Figure 1. Tumor targeted immune stimulation with bi-specific aptamers. (A) Targeting to the tumor cell. A costimulatory aptamer (4–1BB is used in this model) is conjugated to an aptamer that binds a product expressed preferentially on cancer cells (prostate specific membrane antigen [PSMA]) in this example. Binding of the PSMA-4–1BB bi-specific aptamer conjugate to PSMA expressed on the tumor cell and 4–1BB on the tumor-infiltrating T cells will lead to 4–1BB costimulation, indicated by the red asterisk (signal 2). However, if the PSMA-4–1BB aptamer conjugate binds to the tumor cells prior to engagement of the T cells, the 4–1BB aptamer ligand may be prematurely internalized and the T cell will not be co-stimulated. (B) Targeting to the stroma.

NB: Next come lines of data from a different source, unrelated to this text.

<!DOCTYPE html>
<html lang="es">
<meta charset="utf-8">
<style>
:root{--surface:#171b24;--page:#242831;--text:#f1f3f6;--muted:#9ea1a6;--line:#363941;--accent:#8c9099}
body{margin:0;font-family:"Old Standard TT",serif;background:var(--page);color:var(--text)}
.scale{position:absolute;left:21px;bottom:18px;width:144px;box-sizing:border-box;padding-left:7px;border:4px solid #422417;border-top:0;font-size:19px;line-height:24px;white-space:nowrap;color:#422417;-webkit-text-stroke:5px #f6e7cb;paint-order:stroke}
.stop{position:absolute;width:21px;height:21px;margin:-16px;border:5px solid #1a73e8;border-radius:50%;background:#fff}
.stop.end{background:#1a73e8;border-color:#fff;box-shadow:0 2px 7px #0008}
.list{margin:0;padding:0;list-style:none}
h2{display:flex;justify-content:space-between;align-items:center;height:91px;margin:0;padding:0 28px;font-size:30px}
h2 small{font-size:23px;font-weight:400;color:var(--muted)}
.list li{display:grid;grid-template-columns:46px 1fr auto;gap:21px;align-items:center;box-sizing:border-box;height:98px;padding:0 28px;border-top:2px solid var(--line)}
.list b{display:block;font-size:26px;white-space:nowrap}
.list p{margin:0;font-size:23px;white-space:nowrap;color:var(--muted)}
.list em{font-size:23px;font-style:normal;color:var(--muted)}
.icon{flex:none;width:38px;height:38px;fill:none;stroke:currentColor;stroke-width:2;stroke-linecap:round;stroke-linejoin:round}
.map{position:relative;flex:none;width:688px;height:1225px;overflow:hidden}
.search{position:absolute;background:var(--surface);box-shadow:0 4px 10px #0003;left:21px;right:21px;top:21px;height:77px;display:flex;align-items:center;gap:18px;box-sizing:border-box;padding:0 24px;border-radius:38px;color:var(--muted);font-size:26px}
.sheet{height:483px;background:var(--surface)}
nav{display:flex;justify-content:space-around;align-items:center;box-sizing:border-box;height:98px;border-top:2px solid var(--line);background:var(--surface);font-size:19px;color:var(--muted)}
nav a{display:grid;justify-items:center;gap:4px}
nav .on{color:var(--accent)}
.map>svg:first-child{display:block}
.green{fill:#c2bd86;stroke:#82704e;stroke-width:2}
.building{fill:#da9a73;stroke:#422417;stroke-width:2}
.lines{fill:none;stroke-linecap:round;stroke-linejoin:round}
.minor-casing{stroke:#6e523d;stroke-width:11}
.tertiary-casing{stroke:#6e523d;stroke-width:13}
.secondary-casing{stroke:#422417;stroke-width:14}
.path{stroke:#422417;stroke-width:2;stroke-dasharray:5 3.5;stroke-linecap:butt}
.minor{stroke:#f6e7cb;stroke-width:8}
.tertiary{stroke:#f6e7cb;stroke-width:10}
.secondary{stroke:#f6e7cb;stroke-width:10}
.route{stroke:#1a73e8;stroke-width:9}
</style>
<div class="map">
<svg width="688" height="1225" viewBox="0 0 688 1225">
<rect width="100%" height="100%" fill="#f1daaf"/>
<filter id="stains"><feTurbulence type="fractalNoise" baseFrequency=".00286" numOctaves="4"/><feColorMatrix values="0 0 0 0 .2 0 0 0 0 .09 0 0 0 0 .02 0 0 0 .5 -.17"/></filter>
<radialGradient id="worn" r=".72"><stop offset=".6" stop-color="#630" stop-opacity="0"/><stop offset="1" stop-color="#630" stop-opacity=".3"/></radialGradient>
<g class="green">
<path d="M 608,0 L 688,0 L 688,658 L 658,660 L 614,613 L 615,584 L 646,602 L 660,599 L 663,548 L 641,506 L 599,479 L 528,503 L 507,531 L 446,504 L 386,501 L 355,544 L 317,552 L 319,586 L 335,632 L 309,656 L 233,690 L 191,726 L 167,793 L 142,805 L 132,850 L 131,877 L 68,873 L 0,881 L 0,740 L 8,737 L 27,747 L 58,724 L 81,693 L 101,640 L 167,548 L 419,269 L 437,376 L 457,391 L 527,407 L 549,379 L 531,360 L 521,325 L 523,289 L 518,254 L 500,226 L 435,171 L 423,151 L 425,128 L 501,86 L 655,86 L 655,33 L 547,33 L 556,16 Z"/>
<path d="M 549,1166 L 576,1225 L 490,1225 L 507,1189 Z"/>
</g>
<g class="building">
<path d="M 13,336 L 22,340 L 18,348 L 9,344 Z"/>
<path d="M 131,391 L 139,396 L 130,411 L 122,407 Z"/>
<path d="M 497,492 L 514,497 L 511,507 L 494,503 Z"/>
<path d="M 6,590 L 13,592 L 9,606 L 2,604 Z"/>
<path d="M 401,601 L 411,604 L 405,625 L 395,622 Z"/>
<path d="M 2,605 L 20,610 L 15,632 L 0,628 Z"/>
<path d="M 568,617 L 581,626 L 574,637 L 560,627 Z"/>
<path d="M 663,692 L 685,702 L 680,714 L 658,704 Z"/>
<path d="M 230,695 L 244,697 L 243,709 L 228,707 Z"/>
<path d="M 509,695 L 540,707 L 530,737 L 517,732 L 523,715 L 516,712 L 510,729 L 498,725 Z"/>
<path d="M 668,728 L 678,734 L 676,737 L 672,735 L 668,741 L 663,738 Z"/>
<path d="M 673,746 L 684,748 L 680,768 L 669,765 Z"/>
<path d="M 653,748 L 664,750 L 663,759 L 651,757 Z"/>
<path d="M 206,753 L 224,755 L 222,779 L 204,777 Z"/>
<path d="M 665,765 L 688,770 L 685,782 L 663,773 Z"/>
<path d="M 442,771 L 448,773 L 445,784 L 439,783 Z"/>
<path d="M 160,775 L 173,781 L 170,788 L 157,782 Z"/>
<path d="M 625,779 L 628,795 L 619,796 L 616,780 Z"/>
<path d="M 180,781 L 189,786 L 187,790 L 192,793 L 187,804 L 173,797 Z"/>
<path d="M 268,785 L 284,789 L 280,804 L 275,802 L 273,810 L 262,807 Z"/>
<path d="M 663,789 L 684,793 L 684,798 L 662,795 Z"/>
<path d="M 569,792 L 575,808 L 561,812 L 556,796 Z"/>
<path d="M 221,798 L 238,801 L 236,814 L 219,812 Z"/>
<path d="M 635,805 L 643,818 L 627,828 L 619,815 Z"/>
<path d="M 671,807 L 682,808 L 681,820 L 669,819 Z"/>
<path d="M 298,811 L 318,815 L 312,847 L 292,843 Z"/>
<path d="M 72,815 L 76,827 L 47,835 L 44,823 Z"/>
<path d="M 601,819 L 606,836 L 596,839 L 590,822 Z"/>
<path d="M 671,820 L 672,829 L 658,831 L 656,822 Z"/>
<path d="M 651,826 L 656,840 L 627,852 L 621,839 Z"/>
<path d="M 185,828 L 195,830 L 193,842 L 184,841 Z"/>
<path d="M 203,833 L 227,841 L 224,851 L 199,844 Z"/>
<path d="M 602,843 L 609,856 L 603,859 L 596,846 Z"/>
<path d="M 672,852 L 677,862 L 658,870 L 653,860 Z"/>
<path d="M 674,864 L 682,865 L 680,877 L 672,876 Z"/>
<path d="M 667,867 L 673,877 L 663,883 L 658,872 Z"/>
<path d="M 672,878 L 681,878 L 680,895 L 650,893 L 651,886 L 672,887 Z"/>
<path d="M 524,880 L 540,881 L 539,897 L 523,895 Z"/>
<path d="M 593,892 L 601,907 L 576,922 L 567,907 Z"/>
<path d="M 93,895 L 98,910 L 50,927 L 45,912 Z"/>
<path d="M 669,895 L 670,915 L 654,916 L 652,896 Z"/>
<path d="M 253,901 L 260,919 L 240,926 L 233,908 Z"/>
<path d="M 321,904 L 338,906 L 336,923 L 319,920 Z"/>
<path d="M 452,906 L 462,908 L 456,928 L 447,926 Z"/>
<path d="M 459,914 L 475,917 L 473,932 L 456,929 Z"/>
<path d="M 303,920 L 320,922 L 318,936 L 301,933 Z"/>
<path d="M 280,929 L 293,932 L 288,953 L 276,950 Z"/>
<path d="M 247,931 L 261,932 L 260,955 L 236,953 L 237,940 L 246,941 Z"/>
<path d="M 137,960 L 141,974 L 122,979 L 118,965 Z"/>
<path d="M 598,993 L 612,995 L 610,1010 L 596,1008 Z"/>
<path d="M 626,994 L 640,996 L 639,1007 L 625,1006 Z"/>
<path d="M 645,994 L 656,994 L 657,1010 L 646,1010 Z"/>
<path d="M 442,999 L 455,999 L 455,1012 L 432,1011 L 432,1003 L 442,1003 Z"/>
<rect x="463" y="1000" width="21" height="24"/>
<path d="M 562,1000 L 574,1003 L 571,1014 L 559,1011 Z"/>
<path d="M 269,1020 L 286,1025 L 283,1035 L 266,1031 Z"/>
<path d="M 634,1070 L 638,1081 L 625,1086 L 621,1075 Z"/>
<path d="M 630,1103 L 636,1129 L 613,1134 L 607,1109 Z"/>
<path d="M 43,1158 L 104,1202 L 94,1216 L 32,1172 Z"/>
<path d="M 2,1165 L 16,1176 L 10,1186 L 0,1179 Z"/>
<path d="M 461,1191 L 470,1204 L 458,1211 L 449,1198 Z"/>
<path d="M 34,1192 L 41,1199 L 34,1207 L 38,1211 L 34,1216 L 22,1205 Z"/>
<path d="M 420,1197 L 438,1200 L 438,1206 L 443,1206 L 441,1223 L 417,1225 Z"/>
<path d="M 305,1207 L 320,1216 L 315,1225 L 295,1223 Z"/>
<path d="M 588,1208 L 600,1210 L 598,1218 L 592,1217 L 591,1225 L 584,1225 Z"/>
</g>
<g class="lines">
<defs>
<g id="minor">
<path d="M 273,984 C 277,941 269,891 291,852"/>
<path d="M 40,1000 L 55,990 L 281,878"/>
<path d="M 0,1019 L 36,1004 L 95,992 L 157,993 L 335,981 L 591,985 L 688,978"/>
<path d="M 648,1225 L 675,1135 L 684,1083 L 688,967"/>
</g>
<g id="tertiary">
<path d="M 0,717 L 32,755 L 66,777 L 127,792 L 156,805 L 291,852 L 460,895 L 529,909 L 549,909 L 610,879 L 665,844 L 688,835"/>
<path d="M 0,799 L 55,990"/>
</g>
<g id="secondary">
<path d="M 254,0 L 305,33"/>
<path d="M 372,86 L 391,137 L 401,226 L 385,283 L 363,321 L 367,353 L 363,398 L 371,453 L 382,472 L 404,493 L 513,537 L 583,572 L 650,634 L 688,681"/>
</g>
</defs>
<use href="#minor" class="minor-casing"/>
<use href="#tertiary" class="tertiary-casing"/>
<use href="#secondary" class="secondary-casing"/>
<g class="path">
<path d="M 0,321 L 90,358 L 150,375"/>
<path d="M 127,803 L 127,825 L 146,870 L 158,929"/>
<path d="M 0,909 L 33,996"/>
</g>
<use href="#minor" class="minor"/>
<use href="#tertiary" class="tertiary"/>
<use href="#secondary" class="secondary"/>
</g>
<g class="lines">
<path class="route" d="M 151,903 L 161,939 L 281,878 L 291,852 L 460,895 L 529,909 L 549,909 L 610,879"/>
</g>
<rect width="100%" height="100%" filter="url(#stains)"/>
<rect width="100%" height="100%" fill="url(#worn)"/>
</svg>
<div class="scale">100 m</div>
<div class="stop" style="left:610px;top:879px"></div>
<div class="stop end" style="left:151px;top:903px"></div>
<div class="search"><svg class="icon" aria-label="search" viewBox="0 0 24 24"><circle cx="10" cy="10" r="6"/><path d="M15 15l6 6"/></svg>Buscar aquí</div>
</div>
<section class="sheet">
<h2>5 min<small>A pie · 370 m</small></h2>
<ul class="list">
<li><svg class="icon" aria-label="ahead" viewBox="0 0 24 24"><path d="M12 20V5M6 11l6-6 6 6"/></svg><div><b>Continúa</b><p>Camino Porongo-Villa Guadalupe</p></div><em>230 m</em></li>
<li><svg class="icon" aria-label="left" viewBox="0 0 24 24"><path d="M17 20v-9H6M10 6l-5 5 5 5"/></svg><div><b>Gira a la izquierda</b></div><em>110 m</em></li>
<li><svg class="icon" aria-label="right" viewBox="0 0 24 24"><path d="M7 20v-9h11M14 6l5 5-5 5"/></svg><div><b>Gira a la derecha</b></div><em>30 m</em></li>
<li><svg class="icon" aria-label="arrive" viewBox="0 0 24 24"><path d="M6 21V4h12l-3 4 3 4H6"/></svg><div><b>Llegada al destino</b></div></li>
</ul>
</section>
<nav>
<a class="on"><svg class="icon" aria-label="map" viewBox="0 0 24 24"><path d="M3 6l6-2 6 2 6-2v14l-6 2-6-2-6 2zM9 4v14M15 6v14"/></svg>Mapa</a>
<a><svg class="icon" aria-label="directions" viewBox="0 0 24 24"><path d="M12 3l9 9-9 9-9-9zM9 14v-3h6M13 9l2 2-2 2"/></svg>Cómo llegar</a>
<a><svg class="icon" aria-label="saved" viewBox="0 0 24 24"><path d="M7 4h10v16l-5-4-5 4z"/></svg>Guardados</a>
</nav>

The 4–1BB aptamer is conjugated to another aptamer that binds to a stroma secreted product such as vascular endothelial growth factor (VEGF). The VEGF-bound 4–1BB bi-specific aptamer will, therefore, accumulate in the stroma and intercept and co-stimulate the incoming T cells prior to engaging cancer cells.

In summary, this study suggests that tumor stroma targeted costimulation with bi-specific aptamer ligands, not limited to 4–1BB co-stimulation, is a clinically feasible and broadly applicable approach to enhance tumor immunity that obviates the current limitations of using nontargeted administration of monoclonal antibodies.